ACTIVITY
Your result should be every line of the records below that contains the word "casing".

GIVEN DATA

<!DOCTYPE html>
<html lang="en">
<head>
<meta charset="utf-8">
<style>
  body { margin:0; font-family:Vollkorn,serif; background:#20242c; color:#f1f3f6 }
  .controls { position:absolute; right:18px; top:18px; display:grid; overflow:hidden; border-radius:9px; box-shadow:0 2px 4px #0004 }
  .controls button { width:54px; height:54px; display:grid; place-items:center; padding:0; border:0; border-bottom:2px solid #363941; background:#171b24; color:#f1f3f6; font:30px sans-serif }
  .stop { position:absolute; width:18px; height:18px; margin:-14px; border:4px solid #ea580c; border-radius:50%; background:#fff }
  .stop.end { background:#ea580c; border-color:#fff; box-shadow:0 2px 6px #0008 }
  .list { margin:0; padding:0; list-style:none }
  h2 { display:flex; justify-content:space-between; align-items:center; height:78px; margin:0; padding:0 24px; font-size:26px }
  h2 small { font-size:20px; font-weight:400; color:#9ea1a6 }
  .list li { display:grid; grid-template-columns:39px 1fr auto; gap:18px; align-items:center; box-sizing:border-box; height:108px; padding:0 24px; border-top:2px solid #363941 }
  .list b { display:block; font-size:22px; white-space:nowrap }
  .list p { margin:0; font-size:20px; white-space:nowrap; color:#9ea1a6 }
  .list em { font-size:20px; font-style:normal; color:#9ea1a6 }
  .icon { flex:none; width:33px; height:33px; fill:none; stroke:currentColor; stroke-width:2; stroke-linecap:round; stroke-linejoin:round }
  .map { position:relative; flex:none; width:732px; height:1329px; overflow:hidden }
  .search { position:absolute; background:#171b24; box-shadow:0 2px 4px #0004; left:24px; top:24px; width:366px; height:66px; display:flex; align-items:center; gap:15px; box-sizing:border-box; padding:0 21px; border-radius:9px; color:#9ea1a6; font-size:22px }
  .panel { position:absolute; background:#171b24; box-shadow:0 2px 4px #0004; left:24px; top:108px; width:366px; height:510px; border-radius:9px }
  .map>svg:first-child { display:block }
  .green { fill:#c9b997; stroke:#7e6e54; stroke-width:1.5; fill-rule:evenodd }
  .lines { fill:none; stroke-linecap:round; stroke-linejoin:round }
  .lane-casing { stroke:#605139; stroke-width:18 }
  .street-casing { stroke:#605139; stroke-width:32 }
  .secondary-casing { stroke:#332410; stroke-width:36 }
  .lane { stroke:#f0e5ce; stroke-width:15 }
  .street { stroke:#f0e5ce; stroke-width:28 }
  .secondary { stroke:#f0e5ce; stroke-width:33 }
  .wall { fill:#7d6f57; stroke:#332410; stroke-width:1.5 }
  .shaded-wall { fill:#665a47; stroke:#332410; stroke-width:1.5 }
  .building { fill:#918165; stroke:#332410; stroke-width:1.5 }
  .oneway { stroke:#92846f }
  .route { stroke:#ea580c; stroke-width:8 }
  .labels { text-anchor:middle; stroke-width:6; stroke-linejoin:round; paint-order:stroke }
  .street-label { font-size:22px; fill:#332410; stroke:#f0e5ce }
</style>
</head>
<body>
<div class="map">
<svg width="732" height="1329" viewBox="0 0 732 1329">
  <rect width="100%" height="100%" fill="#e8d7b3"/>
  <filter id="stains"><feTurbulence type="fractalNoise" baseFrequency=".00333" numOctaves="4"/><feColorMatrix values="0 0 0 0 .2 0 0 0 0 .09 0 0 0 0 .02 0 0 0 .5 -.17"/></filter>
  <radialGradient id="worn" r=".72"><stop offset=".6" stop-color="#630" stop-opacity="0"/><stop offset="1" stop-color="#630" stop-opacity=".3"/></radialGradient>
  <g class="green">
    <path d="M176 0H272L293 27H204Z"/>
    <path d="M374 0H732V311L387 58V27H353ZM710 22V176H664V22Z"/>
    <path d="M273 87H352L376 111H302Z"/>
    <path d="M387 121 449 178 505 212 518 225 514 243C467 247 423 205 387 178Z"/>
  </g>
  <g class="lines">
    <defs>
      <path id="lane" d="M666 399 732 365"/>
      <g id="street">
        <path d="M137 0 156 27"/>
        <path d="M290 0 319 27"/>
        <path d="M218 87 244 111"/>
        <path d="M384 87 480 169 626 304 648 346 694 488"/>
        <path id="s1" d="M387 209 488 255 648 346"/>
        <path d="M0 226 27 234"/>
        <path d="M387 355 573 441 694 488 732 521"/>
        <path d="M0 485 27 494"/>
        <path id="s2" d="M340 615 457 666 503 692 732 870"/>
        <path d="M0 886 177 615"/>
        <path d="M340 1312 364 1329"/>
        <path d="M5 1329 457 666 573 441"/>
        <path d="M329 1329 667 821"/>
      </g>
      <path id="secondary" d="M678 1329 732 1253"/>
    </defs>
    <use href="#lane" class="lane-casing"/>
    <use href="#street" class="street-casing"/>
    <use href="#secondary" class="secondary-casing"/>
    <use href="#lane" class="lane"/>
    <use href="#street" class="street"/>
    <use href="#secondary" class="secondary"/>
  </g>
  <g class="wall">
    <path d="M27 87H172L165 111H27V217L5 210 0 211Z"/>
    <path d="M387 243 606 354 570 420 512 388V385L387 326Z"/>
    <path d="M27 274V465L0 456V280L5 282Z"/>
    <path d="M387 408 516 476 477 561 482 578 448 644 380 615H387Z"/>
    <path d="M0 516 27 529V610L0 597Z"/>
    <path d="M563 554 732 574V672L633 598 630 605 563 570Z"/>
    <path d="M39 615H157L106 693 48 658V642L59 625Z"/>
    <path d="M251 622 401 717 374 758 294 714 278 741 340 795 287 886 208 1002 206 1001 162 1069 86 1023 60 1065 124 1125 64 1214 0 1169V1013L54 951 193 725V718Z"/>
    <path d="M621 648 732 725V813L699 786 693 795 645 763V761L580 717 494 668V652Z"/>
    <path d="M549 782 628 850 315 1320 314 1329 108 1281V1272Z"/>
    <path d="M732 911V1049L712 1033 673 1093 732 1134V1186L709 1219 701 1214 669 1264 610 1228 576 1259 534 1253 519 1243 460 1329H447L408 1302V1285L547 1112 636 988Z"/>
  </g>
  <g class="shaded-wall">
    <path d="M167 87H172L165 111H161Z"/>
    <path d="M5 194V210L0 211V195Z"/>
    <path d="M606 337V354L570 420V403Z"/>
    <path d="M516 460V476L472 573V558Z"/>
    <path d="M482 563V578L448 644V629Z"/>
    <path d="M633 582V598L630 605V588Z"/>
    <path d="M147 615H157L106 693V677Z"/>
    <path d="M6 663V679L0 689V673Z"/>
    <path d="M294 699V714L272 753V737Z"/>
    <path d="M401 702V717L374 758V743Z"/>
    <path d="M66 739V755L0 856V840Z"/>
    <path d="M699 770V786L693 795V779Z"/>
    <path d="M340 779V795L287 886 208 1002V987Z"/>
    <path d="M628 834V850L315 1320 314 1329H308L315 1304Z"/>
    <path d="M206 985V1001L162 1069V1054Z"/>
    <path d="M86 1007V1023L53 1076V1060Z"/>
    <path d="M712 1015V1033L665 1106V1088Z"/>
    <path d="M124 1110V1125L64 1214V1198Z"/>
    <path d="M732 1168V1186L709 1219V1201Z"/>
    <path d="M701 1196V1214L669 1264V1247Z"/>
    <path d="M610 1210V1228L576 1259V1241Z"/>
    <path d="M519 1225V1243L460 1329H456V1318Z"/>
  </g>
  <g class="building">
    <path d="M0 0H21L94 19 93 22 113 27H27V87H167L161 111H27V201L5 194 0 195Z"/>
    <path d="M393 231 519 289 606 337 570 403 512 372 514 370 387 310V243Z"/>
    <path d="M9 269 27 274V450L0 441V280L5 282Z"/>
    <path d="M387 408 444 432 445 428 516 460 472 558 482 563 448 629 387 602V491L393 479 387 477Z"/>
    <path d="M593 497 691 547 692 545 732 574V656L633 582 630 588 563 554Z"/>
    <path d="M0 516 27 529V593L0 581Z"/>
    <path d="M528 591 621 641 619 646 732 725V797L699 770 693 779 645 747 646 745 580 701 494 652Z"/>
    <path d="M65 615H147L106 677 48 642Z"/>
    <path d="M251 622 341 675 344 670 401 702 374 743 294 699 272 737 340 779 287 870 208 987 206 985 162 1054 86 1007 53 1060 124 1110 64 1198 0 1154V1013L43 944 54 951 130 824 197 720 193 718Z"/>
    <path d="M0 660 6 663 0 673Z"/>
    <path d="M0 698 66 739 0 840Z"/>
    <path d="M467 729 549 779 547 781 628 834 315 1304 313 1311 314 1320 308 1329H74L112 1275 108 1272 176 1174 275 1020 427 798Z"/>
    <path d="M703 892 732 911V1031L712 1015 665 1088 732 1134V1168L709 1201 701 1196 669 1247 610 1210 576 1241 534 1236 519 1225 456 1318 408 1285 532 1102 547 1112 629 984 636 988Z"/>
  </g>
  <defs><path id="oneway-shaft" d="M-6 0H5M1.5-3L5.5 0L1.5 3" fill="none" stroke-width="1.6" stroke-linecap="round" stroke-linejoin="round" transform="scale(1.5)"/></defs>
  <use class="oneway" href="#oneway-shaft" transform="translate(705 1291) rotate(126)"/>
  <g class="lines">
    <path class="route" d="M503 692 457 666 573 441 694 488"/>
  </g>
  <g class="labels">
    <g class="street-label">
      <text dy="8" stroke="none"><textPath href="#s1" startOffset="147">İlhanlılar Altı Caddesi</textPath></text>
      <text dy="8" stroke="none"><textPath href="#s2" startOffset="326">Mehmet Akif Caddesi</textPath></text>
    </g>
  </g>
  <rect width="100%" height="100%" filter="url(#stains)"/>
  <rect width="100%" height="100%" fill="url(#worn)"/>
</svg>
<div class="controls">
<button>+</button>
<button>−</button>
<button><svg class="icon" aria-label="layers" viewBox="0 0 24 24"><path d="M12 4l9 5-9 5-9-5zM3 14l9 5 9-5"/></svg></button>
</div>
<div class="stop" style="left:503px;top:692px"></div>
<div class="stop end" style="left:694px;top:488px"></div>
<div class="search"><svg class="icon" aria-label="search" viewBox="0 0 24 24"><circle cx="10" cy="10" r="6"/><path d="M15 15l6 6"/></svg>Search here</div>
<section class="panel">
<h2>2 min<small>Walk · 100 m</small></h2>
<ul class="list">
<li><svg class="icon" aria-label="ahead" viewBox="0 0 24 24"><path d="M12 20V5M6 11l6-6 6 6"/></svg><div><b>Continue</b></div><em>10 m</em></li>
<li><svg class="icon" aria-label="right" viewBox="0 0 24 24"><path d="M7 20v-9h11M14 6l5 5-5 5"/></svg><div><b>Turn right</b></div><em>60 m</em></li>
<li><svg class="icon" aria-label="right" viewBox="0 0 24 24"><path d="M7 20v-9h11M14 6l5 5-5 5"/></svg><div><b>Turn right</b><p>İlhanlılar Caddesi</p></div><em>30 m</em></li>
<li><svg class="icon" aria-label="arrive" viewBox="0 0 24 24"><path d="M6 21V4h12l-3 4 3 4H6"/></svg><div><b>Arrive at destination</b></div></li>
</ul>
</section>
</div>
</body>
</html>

==

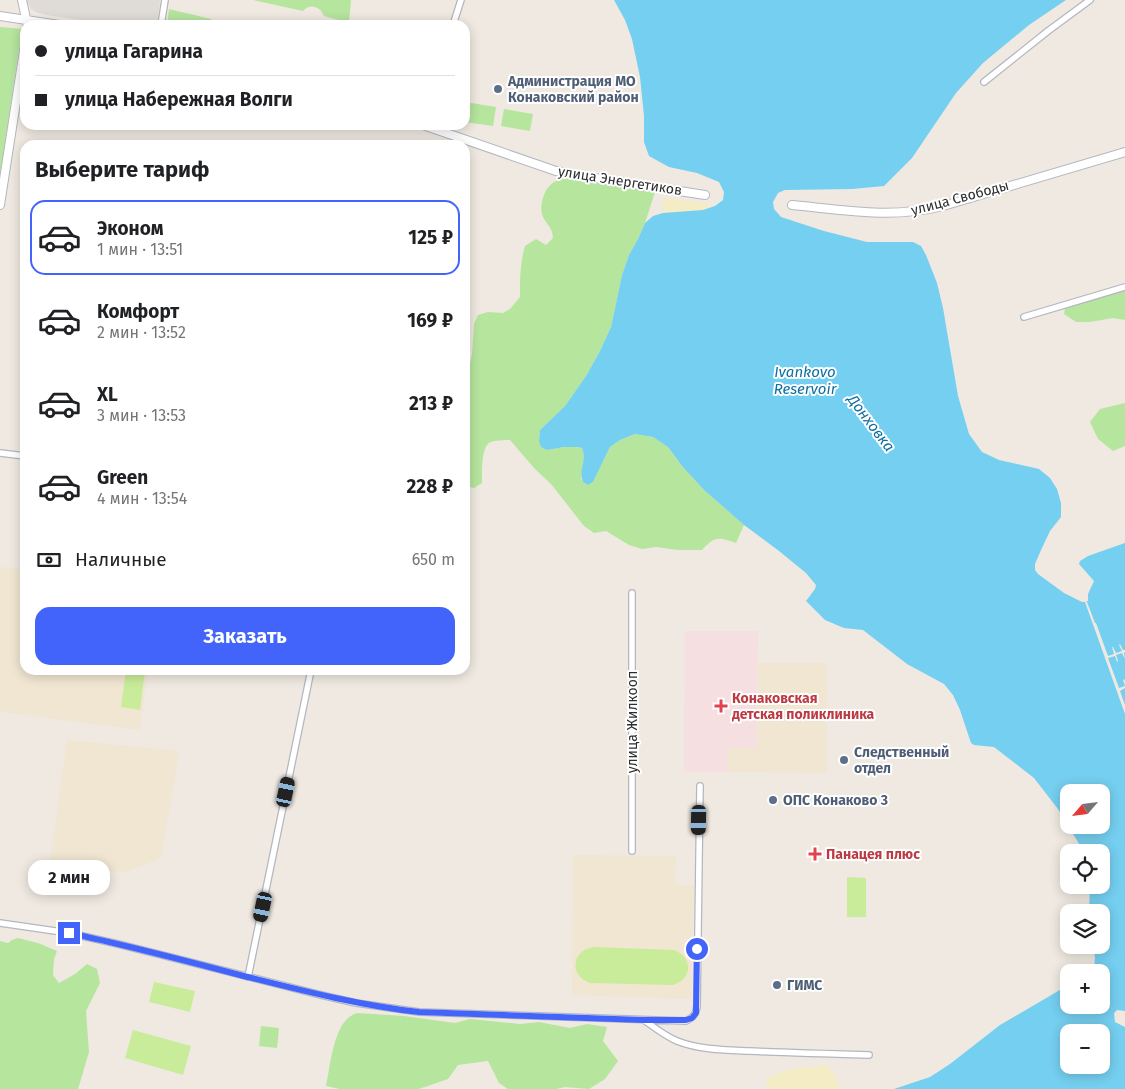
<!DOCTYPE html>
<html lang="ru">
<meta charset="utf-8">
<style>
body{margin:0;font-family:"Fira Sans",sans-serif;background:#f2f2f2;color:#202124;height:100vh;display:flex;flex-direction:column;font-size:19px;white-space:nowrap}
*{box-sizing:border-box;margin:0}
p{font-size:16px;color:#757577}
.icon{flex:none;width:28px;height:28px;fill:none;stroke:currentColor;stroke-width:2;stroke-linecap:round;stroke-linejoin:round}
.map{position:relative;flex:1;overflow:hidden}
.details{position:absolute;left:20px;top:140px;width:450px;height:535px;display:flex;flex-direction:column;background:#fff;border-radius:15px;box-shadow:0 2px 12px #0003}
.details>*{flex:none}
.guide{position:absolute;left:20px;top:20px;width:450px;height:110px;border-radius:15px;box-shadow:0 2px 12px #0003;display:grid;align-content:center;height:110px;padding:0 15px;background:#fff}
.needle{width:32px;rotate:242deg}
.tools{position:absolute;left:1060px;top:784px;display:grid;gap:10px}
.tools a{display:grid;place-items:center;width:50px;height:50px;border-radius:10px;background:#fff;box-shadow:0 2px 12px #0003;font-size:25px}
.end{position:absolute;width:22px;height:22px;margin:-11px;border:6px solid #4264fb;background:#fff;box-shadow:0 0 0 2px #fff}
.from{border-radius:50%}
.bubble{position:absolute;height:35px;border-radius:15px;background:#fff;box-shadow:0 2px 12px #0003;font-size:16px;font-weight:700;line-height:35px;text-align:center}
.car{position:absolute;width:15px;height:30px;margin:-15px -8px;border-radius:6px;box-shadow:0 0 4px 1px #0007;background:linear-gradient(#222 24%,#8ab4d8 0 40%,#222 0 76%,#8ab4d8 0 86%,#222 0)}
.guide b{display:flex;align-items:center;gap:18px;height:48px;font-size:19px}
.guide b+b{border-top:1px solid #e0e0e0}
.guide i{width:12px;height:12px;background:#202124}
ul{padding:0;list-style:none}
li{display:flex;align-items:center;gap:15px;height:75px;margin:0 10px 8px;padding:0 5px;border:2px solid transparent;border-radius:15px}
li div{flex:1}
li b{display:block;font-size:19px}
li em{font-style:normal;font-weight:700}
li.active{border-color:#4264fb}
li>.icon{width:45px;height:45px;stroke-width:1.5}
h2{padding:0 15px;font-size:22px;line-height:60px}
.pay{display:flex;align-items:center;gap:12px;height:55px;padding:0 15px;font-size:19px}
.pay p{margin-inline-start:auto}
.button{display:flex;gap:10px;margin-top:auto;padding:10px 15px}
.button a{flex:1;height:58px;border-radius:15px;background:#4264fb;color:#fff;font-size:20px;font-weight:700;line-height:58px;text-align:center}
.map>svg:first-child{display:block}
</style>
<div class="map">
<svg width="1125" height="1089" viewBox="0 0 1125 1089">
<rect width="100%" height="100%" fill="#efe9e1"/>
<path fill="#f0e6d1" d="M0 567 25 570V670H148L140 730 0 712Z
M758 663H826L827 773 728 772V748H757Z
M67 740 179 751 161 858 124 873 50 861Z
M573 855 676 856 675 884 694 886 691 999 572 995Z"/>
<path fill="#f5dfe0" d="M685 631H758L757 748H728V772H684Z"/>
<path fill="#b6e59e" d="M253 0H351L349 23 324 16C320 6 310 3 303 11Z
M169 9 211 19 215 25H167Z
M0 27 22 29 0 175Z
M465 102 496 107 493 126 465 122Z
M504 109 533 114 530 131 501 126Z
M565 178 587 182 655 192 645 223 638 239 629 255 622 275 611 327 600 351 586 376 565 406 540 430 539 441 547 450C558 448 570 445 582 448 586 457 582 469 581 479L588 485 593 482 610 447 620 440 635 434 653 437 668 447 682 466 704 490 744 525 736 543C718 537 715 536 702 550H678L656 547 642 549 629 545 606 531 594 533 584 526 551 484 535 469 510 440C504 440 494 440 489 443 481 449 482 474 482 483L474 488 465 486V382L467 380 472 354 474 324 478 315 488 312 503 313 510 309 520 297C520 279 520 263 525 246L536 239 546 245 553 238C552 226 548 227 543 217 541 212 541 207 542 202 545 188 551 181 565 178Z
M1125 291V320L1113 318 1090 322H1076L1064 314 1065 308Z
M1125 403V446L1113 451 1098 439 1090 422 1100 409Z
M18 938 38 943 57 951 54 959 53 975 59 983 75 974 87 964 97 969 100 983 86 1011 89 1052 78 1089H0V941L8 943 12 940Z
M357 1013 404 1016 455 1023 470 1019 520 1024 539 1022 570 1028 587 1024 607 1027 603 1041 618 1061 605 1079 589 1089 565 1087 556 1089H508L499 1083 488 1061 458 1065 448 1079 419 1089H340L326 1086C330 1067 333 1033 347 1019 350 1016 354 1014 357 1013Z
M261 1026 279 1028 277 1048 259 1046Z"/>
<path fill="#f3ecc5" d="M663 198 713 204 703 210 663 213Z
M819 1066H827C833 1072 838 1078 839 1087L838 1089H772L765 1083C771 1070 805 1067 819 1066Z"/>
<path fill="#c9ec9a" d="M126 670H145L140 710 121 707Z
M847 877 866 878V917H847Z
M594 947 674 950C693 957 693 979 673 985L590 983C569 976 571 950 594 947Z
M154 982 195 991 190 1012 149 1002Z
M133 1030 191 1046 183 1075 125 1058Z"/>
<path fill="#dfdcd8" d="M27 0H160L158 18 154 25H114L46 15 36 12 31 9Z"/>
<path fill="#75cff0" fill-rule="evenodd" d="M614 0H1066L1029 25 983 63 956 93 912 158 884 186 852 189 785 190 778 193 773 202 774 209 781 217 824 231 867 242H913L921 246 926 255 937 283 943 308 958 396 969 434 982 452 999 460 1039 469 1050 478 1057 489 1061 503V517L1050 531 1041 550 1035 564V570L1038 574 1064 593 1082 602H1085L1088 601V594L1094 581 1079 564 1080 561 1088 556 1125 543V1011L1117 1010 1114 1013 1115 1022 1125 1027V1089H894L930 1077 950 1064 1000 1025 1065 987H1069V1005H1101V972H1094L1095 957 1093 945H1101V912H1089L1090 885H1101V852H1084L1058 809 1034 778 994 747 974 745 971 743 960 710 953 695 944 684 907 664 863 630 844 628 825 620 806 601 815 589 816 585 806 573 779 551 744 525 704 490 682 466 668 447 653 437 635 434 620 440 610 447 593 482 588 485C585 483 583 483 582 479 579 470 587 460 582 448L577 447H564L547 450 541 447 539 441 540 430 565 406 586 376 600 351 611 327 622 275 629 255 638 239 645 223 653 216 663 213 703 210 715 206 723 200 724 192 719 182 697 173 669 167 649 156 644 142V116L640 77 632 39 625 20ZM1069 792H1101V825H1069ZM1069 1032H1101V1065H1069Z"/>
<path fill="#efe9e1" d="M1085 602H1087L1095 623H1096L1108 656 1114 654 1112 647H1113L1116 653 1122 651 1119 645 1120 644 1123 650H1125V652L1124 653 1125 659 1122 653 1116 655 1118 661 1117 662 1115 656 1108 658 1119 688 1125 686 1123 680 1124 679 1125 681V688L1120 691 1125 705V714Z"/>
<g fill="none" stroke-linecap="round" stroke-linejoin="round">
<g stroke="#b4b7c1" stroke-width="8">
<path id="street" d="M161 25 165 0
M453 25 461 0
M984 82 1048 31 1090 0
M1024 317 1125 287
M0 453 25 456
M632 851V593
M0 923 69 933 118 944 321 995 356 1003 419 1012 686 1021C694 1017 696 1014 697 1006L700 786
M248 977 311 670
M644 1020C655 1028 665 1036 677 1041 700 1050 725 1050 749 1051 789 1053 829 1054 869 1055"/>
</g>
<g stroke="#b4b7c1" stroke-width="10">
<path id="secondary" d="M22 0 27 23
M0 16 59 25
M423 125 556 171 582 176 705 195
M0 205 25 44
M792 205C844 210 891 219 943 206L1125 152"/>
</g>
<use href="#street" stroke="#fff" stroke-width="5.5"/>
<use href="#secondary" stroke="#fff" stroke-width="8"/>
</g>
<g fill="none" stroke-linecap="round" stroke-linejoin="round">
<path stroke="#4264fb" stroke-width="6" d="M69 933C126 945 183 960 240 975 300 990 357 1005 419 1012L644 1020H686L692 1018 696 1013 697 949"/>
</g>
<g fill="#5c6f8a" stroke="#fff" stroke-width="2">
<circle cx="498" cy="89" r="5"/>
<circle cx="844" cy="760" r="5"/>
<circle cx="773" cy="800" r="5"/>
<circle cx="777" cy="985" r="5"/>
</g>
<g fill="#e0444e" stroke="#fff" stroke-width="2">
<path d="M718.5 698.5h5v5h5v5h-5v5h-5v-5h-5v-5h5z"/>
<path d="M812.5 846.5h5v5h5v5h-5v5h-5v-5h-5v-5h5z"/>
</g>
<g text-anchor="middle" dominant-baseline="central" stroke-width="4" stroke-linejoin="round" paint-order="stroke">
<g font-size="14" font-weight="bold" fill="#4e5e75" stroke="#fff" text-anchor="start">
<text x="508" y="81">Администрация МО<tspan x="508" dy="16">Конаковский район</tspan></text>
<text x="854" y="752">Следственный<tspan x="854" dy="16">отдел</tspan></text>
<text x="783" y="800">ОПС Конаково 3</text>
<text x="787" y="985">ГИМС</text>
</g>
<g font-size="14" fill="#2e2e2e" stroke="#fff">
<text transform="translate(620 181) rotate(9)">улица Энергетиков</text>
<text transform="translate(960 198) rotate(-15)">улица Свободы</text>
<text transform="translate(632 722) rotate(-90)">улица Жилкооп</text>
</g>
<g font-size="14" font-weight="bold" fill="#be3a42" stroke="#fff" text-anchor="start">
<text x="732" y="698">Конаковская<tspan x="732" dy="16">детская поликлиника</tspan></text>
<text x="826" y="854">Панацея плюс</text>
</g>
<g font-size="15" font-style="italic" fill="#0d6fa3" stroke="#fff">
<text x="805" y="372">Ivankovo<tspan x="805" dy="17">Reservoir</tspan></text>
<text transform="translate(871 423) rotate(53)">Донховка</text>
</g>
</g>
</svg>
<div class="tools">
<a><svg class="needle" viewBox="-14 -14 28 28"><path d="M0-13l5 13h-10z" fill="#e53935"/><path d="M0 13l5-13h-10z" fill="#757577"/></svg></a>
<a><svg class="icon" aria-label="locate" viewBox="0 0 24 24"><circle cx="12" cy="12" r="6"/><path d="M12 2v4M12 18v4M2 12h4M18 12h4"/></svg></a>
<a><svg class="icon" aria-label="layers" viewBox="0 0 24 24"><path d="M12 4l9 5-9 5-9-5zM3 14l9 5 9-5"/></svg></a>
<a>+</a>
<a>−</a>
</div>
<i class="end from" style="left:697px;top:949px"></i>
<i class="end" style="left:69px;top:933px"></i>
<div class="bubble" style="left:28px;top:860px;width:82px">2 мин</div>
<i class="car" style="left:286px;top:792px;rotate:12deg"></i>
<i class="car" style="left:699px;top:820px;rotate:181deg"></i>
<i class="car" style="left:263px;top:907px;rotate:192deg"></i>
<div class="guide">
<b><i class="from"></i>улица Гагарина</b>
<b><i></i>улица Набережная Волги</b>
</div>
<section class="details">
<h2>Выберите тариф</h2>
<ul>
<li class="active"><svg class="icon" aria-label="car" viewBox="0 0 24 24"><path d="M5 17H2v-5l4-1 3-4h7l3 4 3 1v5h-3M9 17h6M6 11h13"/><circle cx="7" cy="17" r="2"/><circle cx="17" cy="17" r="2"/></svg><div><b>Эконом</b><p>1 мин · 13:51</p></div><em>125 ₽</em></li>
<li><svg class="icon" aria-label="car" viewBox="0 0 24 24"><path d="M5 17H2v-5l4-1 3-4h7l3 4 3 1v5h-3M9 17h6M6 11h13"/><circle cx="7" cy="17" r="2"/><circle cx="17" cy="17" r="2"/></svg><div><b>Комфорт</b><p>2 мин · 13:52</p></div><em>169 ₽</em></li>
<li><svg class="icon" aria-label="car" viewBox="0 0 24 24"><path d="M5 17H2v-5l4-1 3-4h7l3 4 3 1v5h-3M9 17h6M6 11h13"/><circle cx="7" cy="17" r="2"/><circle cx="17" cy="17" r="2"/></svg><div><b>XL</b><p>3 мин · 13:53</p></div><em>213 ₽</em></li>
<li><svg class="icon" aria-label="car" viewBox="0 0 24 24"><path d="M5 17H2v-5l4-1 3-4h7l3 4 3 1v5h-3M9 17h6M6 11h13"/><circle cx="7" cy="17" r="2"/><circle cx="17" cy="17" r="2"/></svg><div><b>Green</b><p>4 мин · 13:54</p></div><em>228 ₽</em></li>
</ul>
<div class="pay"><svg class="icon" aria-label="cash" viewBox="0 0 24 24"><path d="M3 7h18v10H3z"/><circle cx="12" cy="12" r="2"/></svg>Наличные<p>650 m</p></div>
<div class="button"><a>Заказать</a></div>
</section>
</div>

ANSWER SPACE
  .lane-casing { stroke:#605139; stroke-width:18 }
  .street-casing { stroke:#605139; stroke-width:32 }
  .secondary-casing { stroke:#332410; stroke-width:36 }
    <use href="#lane" class="lane-casing"/>
    <use href="#street" class="street-casing"/>
    <use href="#secondary" class="secondary-casing"/>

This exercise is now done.